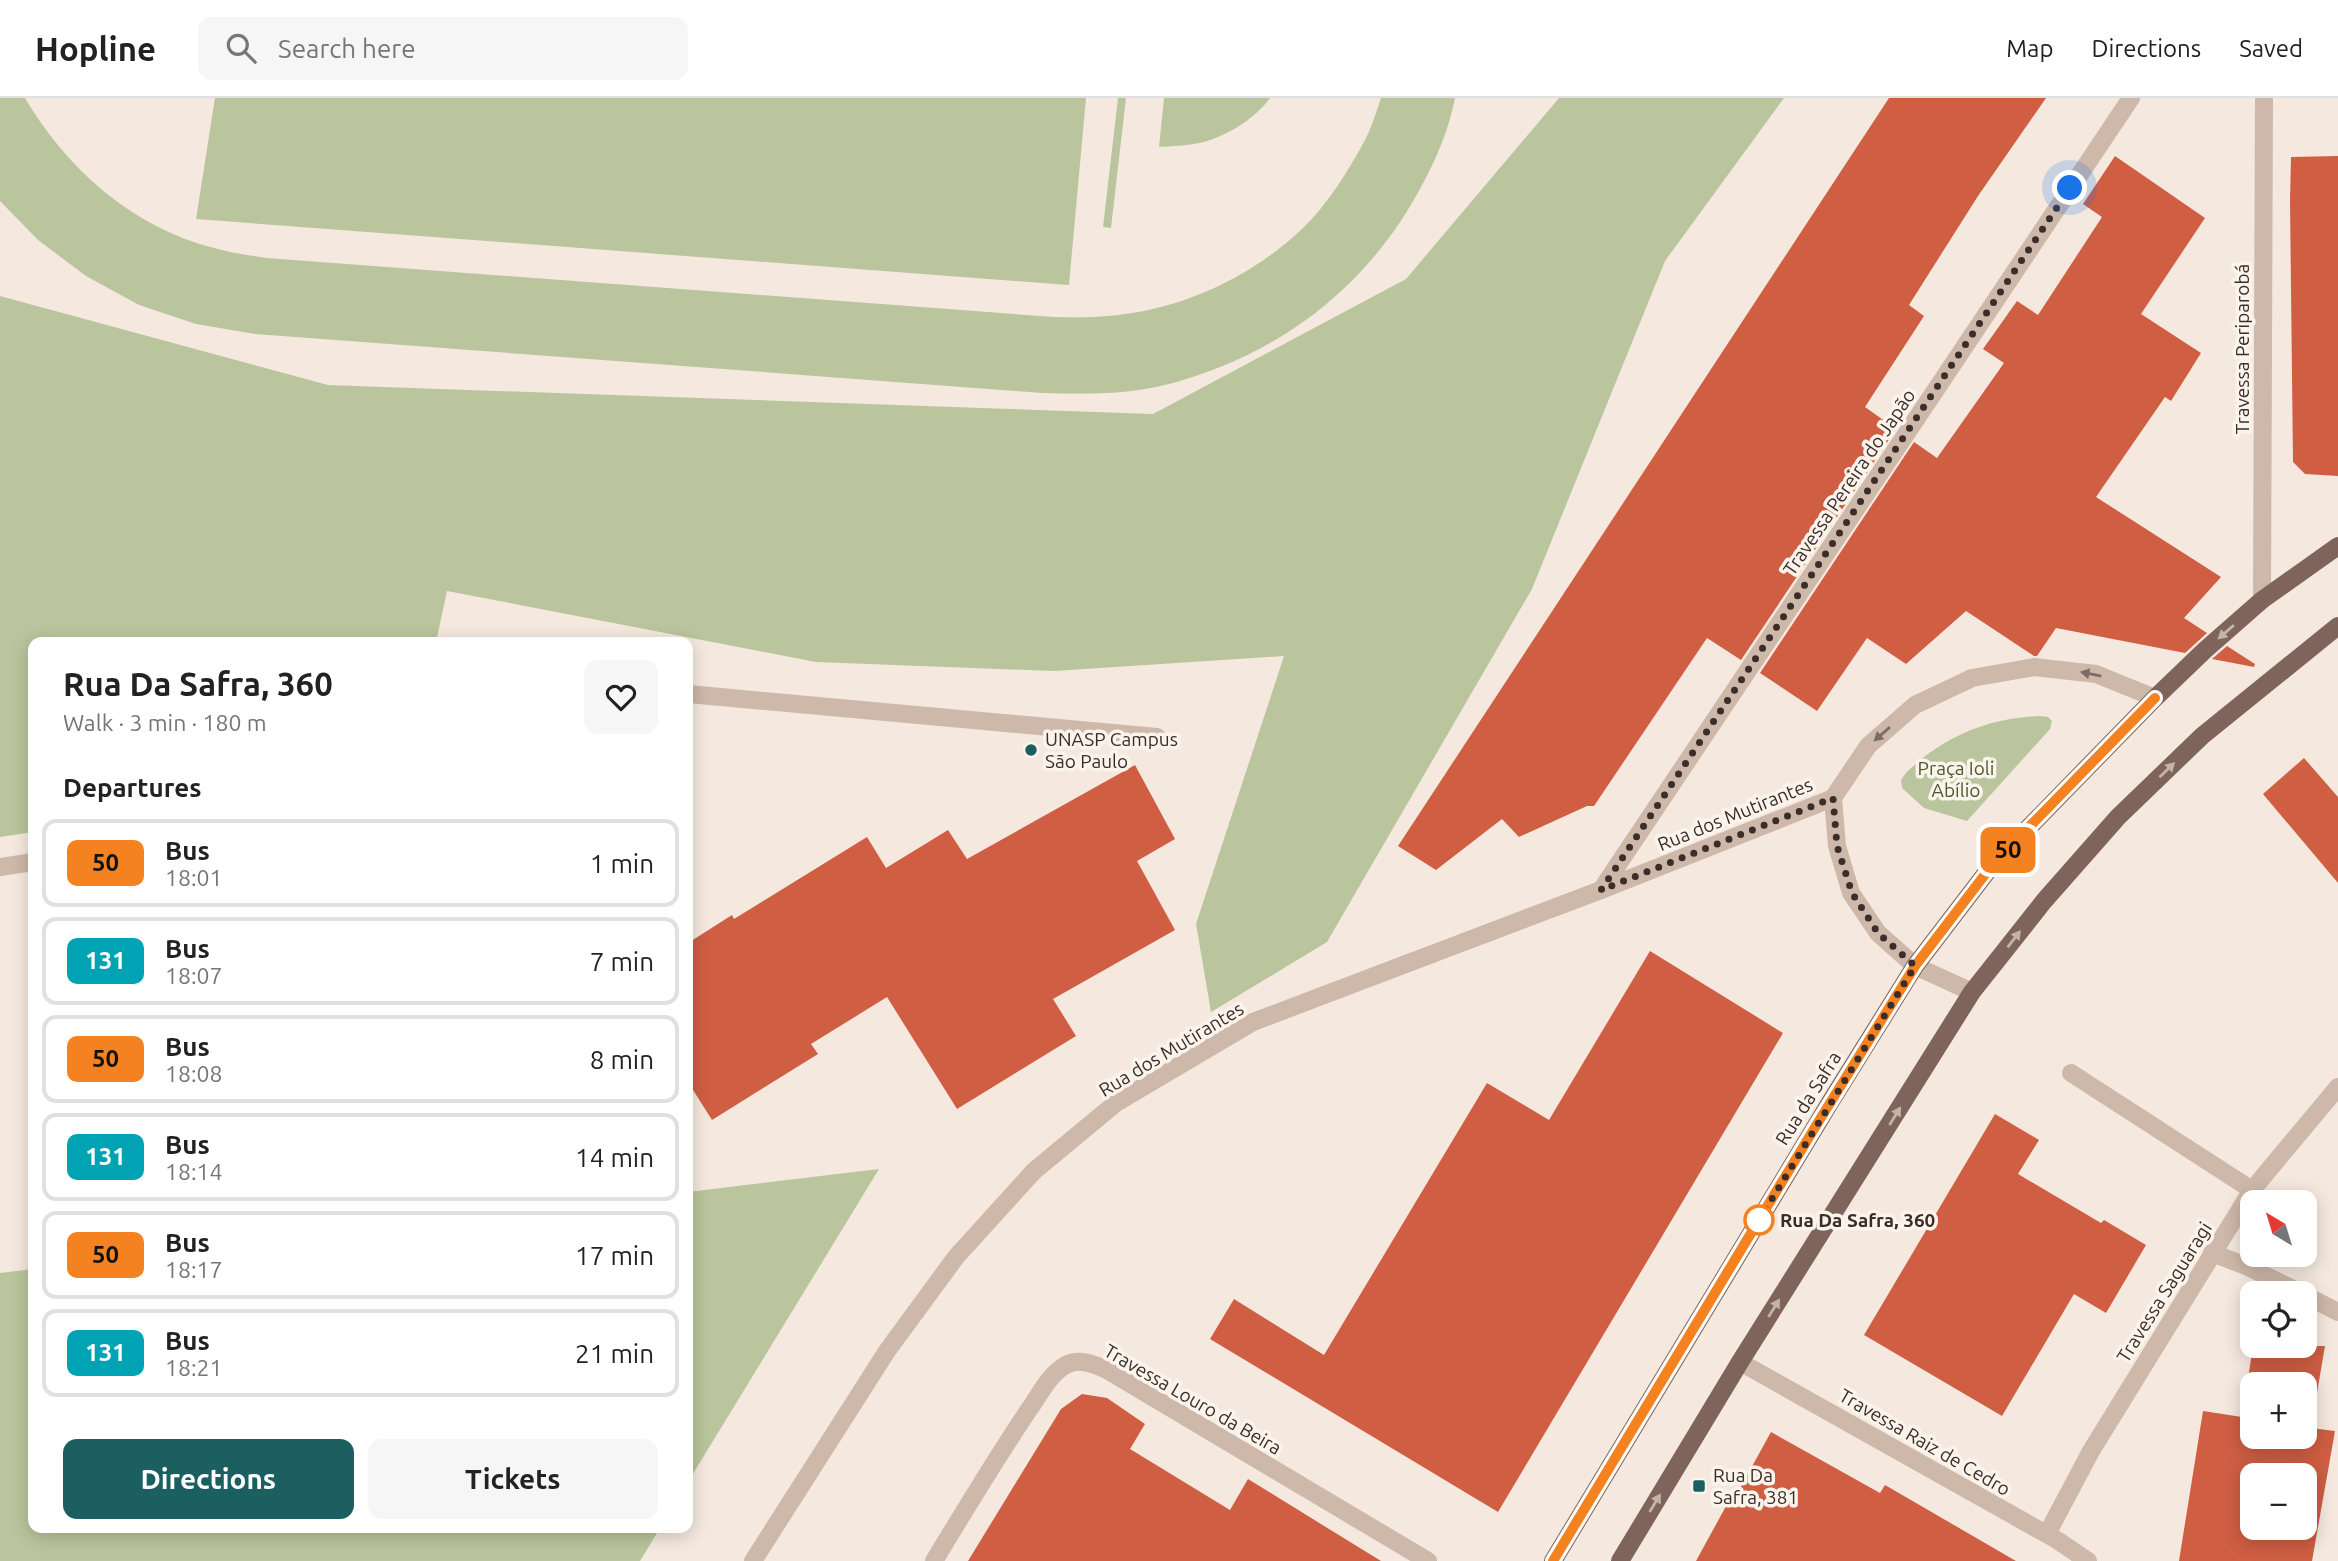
<!DOCTYPE html>
<html lang="en">
<head>
<meta charset="utf-8">
<style>
  body { margin:0; font-family:Ubuntu,sans-serif; background:#f6f6f6; color:#222; height:100vh; display:flex; flex-direction:column; font-size:26px; white-space:nowrap }
  * { box-sizing:border-box; margin:0 }
  p { font-size:23px; color:#767676 }
  .icon { flex:none; width:38px; height:38px; fill:none; stroke:currentColor; stroke-width:2; stroke-linecap:round; stroke-linejoin:round }
  .map { position:relative; flex:1; overflow:hidden }
  .sheet { position:absolute; left:28px; top:539px; width:665px; height:896px; display:flex; flex-direction:column; background:#fff; border-radius:14px; box-shadow:0 4px 18px #0003 }
  .sheet>* { flex:none }
  .badge { padding:0 14px; border-radius:10px; font-size:24px; line-height:46px }
  .needle { width:46px; rotate:322deg }
  .buttons { position:absolute; left:2240px; top:1092px; display:grid; gap:14px }
  .buttons a { display:grid; place-items:center; width:77px; height:77px; border-radius:14px; background:#fff; box-shadow:0 4px 18px #0003; font-size:35px }
  .you { position:absolute; width:35px; height:35px; margin:-18px; border:5px solid #fff; border-radius:50%; background:#1a73e8; box-shadow:0 0 0 10px #1a73e833 }
  .map>.badge { position:absolute; translate:-50% -50%; box-shadow:0 0 0 4px #fff }
  h2 { padding:0 35px; font-size:26px; line-height:63px }
  .round { display:grid; place-items:center; flex:none; width:74px; height:74px; border-radius:14px; background:#f6f6f6 }
  .overview { display:flex; align-items:center; justify-content:space-between; height:119px; padding:0 35px }
  h1 { font-size:33px; font-weight:700; line-height:52px }
  .button { display:flex; gap:14px; margin-top:auto; padding:14px 35px }
  .button a { flex:1; height:80px; border-radius:14px; background:#1b5f60; color:#fff; font-size:28px; font-weight:700; line-height:80px; text-align:center }
  .button a+a { background:#f6f6f6; color:#222 }
  ul { padding:0; list-style:none }
  li { display:flex; align-items:center; gap:21px; height:88px; margin:0 14px 10px; padding:0 21px; border:4px solid #e0e0e0; border-radius:14px }
  li div { flex:1 }
  li b { display:block; font-size:26px }
  li em { font-style:normal }
  li .badge { min-width:77px; font-weight:700; text-align:center }
  header { display:flex; align-items:center; gap:42px; box-sizing:border-box; height:98px; padding:0 35px; background:#fff; border-bottom:2px solid #e0e0e0 }
  header strong { font-size:33px }
  nav { display:flex; gap:38px; margin-inline-start:auto; font-size:24px }
  .search { width:490px; height:63px; background:#f6f6f6; display:flex; align-items:center; gap:18px; box-sizing:border-box; padding:0 24px; border-radius:14px; color:#767676; font-size:26px }
  .map>svg:first-child { display:block }
  .green { fill:#bac59d }
  .building { fill:#cf5e43; fill-rule:evenodd }
  .lines { fill:none; stroke-linecap:round; stroke-linejoin:round }
  .minor { stroke:#ceb8a9; stroke-width:18 }
  .major { stroke:#7e645a; stroke-width:18 }
  .oneway { fill:#c3b3aa }
  .oneway2 { fill:#7d6c63 }
  .line-casing { stroke:#fff; stroke-width:16 }
  .line { stroke:#f58220; stroke-width:10 }
  .walk { stroke:#3b2e2a; stroke-width:7; stroke-dasharray:0 12.6 }
  .poi-dot { fill:#1b5f60; stroke:#fbf4ec; stroke-width:2.5 }
  .stop-dot { fill:#fff; stroke:#f58220; stroke-width:3.5 }
  .labels { text-anchor:middle; dominant-baseline:central; stroke-width:7; stroke-linejoin:round; paint-order:stroke }
  .street-label { font-size:19px; fill:#3b2e2a; stroke:#fbf4ec }
  .poi-label { font-size:19px; fill:#3b2e2a; stroke:#fbf4ec; text-anchor:start }
  .park-label { font-size:19px; fill:#4c5b2b; stroke:#fbf4ec }
  .stop-label { font-size:19px; font-weight:bold; fill:#3b2e2a; stroke:#fbf4ec; text-anchor:start }
</style>
</head>
<body>
<header>
<strong>Hopline</strong>
<div class="search"><svg class="icon" aria-label="search" viewBox="0 0 24 24"><circle cx="10" cy="10" r="6"/><path d="M15 15l6 6"/></svg>Search here</div>
<nav><a>Map</a><a>Directions</a><a>Saved</a></nav>
</header>
<div class="map">
<svg width="2338" height="1463" viewBox="0 0 2338 1463">
  <rect width="100%" height="100%" fill="#f5e9df"/>
  <g class="green">
    <path d="M0 0H25C67 71 132 129 214 150 231 155 249 157 267 160L1054 219C1071 219 1089 220 1107 218 1179 213 1250 180 1302 131 1327 107 1347 75 1364 44 1371 31 1376 15 1381 0H1455C1449 31 1436 62 1421 89 1366 192 1277 258 1165 287 1125 297 1083 296 1043 295L255 236 196 226 139 207 86 178 38 142 0 103Z"/>
    <path d="M215 0H1086L1069 187 196 121Z"/>
    <path d="M1118 0H1126L1111 130 1103 129Z"/>
    <path d="M1164 0H1270C1255 21 1224 40 1199 45 1186 48 1172 48 1159 49Z"/>
    <path d="M1559 0H1784L1665 163 1532 491 1327 844 1211 914 1196 826 1284 558 1054 573 816 564 447 493 436 544H33V734L0 739V198L328 287 1153 316 1406 181Z"/>
    <path d="M2040 618 2048 619 2052 623 2050 631 1967 723 1924 710 1902 690 1901 682C1907 672 1916 666 1924 659 1960 632 1996 620 2040 618Z"/>
    <path d="M879 1071 688 1384V1094Z"/>
    <path d="M33 1171V1430H660L640 1463H0V1175Z"/>
  </g>
  <g class="building">
    <path d="M1889 0H2046L1978 98 1909 207 1924 218 1865 309 1896 331 1741 562 1707 540 1594 708H1587L1519 739 1502 721 1436 772 1398 748Z"/>
    <path d="M2115 58 2205 120 2141 216 2201 255 2171 303 2165 299 2096 399 2221 479 2184 520 2207 535 2185 555 2056 530 2037 558H2034L1966 513 1906 566 1867 540 1817 613 1760 575 1914 344 1937 360 2004 265 1983 251 2017 203 2038 217 2102 119 2083 106Z"/>
    <path d="M2338 58V378L2305 376 2293 364 2290 103 2291 59Z"/>
    <path d="M2227 548 2255 566 2254 569 2212 561Z"/>
    <path d="M2304 660 2338 699V785L2263 696Z"/>
    <path d="M1135 667 1175 741 1137 763 1175 832 1053 901 1076 938 957 1011 887 899 811 946 818 956 712 1022 688 984V845L732 817 734 821 867 739 886 770 948 732 967 761Z"/>
    <path d="M1650 853 1783 935 1498 1414 1210 1241 1234 1201 1324 1257 1487 985 1549 1022Z"/>
    <path d="M1995 1016 2039 1042 2018 1076 2101 1125 2104 1122 2146 1147 2106 1215 2074 1196 2002 1318 1864 1237Z"/>
    <path d="M2253 1248H2325L2311 1330 2335 1333 2312 1463H2179L2203 1313 2242 1319ZM2252 1286H2305V1339H2252ZM2252 1377H2305V1430H2252Z"/>
    <path d="M1082 1296 1107 1300 1145 1326 1130 1351 1230 1412 1248 1381 1381 1463H968L1061 1311Z"/>
    <path d="M1771 1334 1880 1395 1885 1387 2016 1463H1696L1731 1399 1734 1401Z"/>
  </g>
  <g class="lines">
    <g class="minor">
      <path d="M2262 502 2264 0"/>
      <path d="M688 596 1157 639"/>
      <path d="M0 769 33 764"/>
      <path d="M1601 792 2131 0"/>
      <path d="M1972 894 1915 868 1878 835 1851 795 1837 748 1833 700 1868 648 1915 607 1972 580 2034 569 2096 576 2155 600"/>
      <path d="M2071 975 2252 1092"/>
      <path d="M2212 1155 2246 1168 2301 1195"/>
      <path d="M2305 1197 2338 1214"/>
      <path d="M1740 1264 2057 1442 2088 1463"/>
      <path d="M2047 1436 2091 1353 2252 1092 2338 989"/>
      <path d="M753 1463 887 1253 956 1159 1034 1073 1116 1005 1253 924 1601 792 1833 700"/>
      <path d="M934 1463C965 1412 995 1362 1028 1313 1039 1298 1049 1276 1066 1267 1079 1260 1094 1266 1107 1272L1428 1463"/>
    </g>
    <g class="major">
      <path d="M1553 1463 1831 1003 1915 868 1993 766 2155 600 2205 552 2262 502 2338 448"/>
      <path d="M1620 1463 1740 1264 1972 894 2044 803 2118 719 2202 638 2338 528"/>
    </g>
  </g>
  <defs><path id="oneway-solid" d="M-6-.8H1V-3.2L6.5 0L1 3.2V.8H-6Z" transform="scale(1.75)"/></defs>
  <g class="oneway">
    <use href="#oneway-solid" transform="translate(2226 534) rotate(139)"/>
    <use href="#oneway-solid" transform="translate(2167 672) rotate(-44)"/>
    <use href="#oneway-solid" transform="translate(2014 841) rotate(-52)"/>
    <use href="#oneway-solid" transform="translate(1895 1018) rotate(-58)"/>
    <use href="#oneway-solid" transform="translate(1774 1210) rotate(-58)"/>
    <use href="#oneway-solid" transform="translate(1655 1405) rotate(-59)"/>
  </g>
  <g class="oneway2">
    <use href="#oneway-solid" transform="translate(2091 576) rotate(-169)"/>
    <use href="#oneway-solid" transform="translate(1882 636) rotate(139)"/>
  </g>
  <g class="lines">
    <defs>
      <path id="line" d="M1553 1463 1817 1026 1915 868 1993 766 2155 600"/>
    </defs>
    <use href="#line" class="line-casing"/>
    <use href="#line" class="line"/>
    <path class="walk" d="M1759 1122 1915 868 1878 835 1852 795 1837 748 1833 700 1601 792 2070 90"/>
  </g>
  <g class="poi-dot">
    <circle cx="1031" cy="652" r="7"/>
    <rect x="1692" y="1381" width="14" height="14" rx="3.5"/>
  </g>
  <circle class="stop-dot" cx="1759" cy="1122" r="14"/>
  <g class="labels">
    <g class="street-label">
      <text transform="translate(2242 251) rotate(-90)">Travessa Periparobá</text>
      <text transform="translate(1849 384) rotate(-56)">Travessa Pereira do Japão</text>
      <text transform="translate(1735 716) rotate(-22)">Rua dos Mutirantes</text>
      <text transform="translate(1171 951) rotate(-31)">Rua dos Mutirantes</text>
      <text transform="translate(1808 1000) rotate(-58)">Rua da Safra</text>
      <text transform="translate(2164 1194) rotate(-58)">Travessa Saguaragi</text>
      <text transform="translate(1193 1301) rotate(30)">Travessa Louro da Beira</text>
      <text transform="translate(1925 1344) rotate(30)">Travessa Raiz de Cedro</text>
    </g>
    <g class="poi-label">
      <text x="1045" y="641">UNASP Campus<tspan x="1045" dy="22">São Paulo</tspan></text>
      <text x="1713" y="1377">Rua Da<tspan x="1713" dy="22">Safra, 381</tspan></text>
    </g>
    <g class="park-label">
      <text x="1956" y="670">Praça Ioli<tspan x="1956" dy="22">Abílio</tspan></text>
    </g>
    <g class="stop-label">
      <text x="1780" y="1122">Rua Da Safra, 360</text>
    </g>
  </g>
</svg>
<div class="buttons">
<a><svg class="needle" viewBox="-14 -14 28 28"><path d="M0-13l5 13h-10z" fill="#e53935"/><path d="M0 13l5-13h-10z" fill="#767676"/></svg></a>
<a><svg class="icon" aria-label="locate" viewBox="0 0 24 24"><circle cx="12" cy="12" r="6"/><path d="M12 2v4M12 18v4M2 12h4M18 12h4"/></svg></a>
<a>+</a>
<a>−</a>
</div>
<div class="you" style="left:2070px;top:90px"></div>
<b class="badge" style="left:2008px;top:752px;background:#f58220;color:#111">50</b>
<section class="sheet">
<div class="overview"><div><h1>Rua Da Safra, 360</h1><p>Walk · 3 min · 180 m</p></div><a class="round"><svg class="icon" aria-label="heart" viewBox="0 0 24 24"><path d="M12 20l-8-8c-3-5 5-10 8-4 3-6 11-1 8 4z"/></svg></a></div>
<h2>Departures</h2>
<ul>
<li><span class="badge" style="background:#f58220;color:#111">50</span><div><b>Bus</b><p>18:01</p></div><em>1 min</em></li>
<li><span class="badge" style="background:#00a3b4;color:#fff">131</span><div><b>Bus</b><p>18:07</p></div><em>7 min</em></li>
<li><span class="badge" style="background:#f58220;color:#111">50</span><div><b>Bus</b><p>18:08</p></div><em>8 min</em></li>
<li><span class="badge" style="background:#00a3b4;color:#fff">131</span><div><b>Bus</b><p>18:14</p></div><em>14 min</em></li>
<li><span class="badge" style="background:#f58220;color:#111">50</span><div><b>Bus</b><p>18:17</p></div><em>17 min</em></li>
<li><span class="badge" style="background:#00a3b4;color:#fff">131</span><div><b>Bus</b><p>18:21</p></div><em>21 min</em></li>
</ul>
<div class="button"><a>Directions</a><a>Tickets</a></div>
</section>
</div>
</body>
</html>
---*---
Task directions – Give back exactly the lines from the top of the records to the line containing "position:relative; flex:1; overflow:hidden", both included, and no pictures.

Solution for this task –
<!DOCTYPE html>
<html lang="en">
<head>
<meta charset="utf-8">
<style>
  body { margin:0; font-family:Ubuntu,sans-serif; background:#f6f6f6; color:#222; height:100vh; display:flex; flex-direction:column; font-size:26px; white-space:nowrap }
  * { box-sizing:border-box; margin:0 }
  p { font-size:23px; color:#767676 }
  .icon { flex:none; width:38px; height:38px; fill:none; stroke:currentColor; stroke-width:2; stroke-linecap:round; stroke-linejoin:round }
  .map { position:relative; flex:1; overflow:hidden }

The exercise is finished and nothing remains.